Boaventura é uma freguesia com aproximadamente 1000 habitantes, dos quais cerca de 300 têm mais de 65 anos. O envelhecimento populacional e a tendência decrescente da natalidade não são novidade para nenhum português e é crítica para todos. No caso de Boaventura, há o risco de no futuro ser apenas área verde.
O meu pai conta-me com nostalgia dos magotes de crianças com quem ele brincava nos anos 60 e 70 e conta com pena que vivem na Venezuela, África do Sul, França. Ele foi dos poucos que ficaram. 40 anos depois, percebi o sentimento dele, porque o senti também.
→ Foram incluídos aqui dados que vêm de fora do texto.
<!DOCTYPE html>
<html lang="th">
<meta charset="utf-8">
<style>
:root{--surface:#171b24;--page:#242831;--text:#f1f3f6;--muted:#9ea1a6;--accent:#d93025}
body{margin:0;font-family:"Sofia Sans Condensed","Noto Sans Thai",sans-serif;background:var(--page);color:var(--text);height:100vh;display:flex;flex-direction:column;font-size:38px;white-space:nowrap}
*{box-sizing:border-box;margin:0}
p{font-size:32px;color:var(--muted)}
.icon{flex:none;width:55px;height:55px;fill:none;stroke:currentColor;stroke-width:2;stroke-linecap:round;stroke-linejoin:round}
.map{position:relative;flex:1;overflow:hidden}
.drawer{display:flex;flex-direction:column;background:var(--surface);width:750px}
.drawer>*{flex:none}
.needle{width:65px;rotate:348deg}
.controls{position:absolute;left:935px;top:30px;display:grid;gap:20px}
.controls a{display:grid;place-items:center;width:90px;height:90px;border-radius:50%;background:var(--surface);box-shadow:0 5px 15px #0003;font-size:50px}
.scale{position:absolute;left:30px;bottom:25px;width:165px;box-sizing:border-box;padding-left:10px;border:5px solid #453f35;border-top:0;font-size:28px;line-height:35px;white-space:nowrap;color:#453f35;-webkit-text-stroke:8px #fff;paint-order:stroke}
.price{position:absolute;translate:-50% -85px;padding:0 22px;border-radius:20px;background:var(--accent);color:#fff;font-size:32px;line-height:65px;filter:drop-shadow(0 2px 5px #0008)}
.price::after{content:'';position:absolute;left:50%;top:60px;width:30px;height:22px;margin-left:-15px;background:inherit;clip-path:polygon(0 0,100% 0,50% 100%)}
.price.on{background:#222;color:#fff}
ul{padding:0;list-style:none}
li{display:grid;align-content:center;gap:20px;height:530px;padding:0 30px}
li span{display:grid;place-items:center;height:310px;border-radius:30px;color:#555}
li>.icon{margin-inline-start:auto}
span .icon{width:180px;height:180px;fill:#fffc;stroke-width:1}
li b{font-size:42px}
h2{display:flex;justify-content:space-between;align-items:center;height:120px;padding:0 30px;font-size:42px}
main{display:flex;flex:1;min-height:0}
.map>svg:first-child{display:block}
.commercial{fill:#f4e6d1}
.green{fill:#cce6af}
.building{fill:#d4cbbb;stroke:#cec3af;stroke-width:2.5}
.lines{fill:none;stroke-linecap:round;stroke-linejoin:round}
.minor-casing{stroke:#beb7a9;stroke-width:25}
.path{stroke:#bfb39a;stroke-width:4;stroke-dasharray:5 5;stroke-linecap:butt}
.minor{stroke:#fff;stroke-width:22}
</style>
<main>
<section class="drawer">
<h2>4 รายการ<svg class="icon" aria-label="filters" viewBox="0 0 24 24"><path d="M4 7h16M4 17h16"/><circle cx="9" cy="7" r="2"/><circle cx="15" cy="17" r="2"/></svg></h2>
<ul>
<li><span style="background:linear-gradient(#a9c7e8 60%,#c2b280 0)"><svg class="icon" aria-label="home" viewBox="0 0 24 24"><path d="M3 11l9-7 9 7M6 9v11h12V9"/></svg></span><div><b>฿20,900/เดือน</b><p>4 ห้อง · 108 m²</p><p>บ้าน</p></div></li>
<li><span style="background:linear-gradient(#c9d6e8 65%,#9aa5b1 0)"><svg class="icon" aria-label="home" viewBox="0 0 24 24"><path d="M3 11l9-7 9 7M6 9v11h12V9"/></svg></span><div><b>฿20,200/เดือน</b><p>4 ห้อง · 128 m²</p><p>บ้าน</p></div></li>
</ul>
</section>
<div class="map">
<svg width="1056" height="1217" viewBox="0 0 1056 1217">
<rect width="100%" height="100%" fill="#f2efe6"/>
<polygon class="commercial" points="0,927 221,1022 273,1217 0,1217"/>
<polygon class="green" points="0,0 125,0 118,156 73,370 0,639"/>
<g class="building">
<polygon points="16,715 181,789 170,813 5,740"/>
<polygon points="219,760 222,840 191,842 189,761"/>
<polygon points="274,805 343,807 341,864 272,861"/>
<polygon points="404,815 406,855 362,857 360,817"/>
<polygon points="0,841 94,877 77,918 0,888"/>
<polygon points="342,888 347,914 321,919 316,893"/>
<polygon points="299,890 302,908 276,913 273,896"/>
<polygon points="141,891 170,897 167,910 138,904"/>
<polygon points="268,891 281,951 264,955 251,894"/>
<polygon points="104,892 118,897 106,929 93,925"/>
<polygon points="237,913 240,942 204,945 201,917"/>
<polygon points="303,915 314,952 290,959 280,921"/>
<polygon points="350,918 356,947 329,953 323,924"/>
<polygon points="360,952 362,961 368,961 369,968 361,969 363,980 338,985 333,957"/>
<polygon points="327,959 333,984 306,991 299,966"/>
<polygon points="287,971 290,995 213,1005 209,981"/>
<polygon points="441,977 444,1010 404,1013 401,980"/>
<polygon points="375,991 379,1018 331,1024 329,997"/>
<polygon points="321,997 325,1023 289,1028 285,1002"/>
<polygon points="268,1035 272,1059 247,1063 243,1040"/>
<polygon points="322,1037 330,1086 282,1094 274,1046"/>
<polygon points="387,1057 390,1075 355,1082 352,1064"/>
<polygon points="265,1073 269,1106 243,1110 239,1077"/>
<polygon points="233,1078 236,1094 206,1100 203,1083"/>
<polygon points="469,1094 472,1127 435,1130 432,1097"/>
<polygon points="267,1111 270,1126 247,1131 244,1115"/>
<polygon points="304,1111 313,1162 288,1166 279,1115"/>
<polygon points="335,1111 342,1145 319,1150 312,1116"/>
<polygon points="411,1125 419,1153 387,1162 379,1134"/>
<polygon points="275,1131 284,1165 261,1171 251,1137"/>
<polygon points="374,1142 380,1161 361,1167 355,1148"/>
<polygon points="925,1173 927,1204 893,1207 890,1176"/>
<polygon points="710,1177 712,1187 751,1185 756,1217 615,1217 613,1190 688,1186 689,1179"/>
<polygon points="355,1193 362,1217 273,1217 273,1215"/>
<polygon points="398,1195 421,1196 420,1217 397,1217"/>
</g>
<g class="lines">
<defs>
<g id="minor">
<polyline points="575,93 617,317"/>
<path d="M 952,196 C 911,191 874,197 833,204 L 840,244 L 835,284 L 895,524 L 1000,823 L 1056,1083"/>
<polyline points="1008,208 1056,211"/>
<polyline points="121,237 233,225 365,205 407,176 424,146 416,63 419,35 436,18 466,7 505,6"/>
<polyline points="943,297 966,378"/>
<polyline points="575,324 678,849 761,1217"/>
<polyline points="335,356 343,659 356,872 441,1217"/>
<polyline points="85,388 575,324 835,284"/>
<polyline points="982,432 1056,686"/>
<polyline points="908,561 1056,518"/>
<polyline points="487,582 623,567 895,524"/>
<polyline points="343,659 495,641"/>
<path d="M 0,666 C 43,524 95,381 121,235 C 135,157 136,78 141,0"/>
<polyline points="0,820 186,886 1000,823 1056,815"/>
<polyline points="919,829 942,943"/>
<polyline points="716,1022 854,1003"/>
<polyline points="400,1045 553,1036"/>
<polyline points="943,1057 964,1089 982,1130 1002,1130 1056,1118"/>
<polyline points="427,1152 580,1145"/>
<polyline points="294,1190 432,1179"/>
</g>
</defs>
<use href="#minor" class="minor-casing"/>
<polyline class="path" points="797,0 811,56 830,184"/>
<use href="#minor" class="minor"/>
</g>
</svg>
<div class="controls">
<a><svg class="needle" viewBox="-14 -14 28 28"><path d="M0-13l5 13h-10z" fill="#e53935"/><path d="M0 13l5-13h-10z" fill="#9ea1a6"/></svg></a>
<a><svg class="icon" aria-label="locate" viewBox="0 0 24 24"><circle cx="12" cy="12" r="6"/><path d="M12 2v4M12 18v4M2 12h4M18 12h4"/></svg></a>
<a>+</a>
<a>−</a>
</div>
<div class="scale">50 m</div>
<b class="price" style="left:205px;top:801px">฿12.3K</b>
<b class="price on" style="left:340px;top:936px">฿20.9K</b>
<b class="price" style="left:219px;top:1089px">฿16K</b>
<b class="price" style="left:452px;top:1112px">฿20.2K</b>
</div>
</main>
Os amigos com quem brinquei também tiveram de sair. França e Inglaterra, quase todos em meados da primeira década de 2000, até cerca de 2011. Alguém da minha geração se lembra de Portugal não viver em crise? Eu não. A emigração, como se sabe, é sintoma. Assim como o despovoamento.
A dificuldade na fixação de população a Norte é conhecida e é um problema complexo, com várias vertentes. Naturalmente, não existem soluções simples mas se é difícil responder ao “que fazer”, há coisas evidentes “a não fazer”. Não fechar bancos, correios ou escolas, que é precisamente o que tem acontecido. Contraintuitivo, certo? Não se lembrem de fechar o Centro de Saúde.
Compreende-se a necessidade de poupar recursos humanos e financeiros. Ainda assim, além da oferta de transportes públicos escassa e de má qualidade, que dificulta o acesso às outras freguesias a quem não tem carro, este cálculo de poupança é feito a curto prazo, sem ter em conta a construção de um futuro viável para toda a ilha e para todos os madeirenses. Se tivermos em conta que os acessos foram consideravelmente melhorados recentemente e que sem pessoas se tornam obsoletos, esta concentração de serviços na sede de concelho e fora dele faz ainda menos sentido. Boaventura ainda tem gente, mesmo que cada vez menos. As pessoas precisam de conseguir aceder aos bens necessários ao seu dia a dia.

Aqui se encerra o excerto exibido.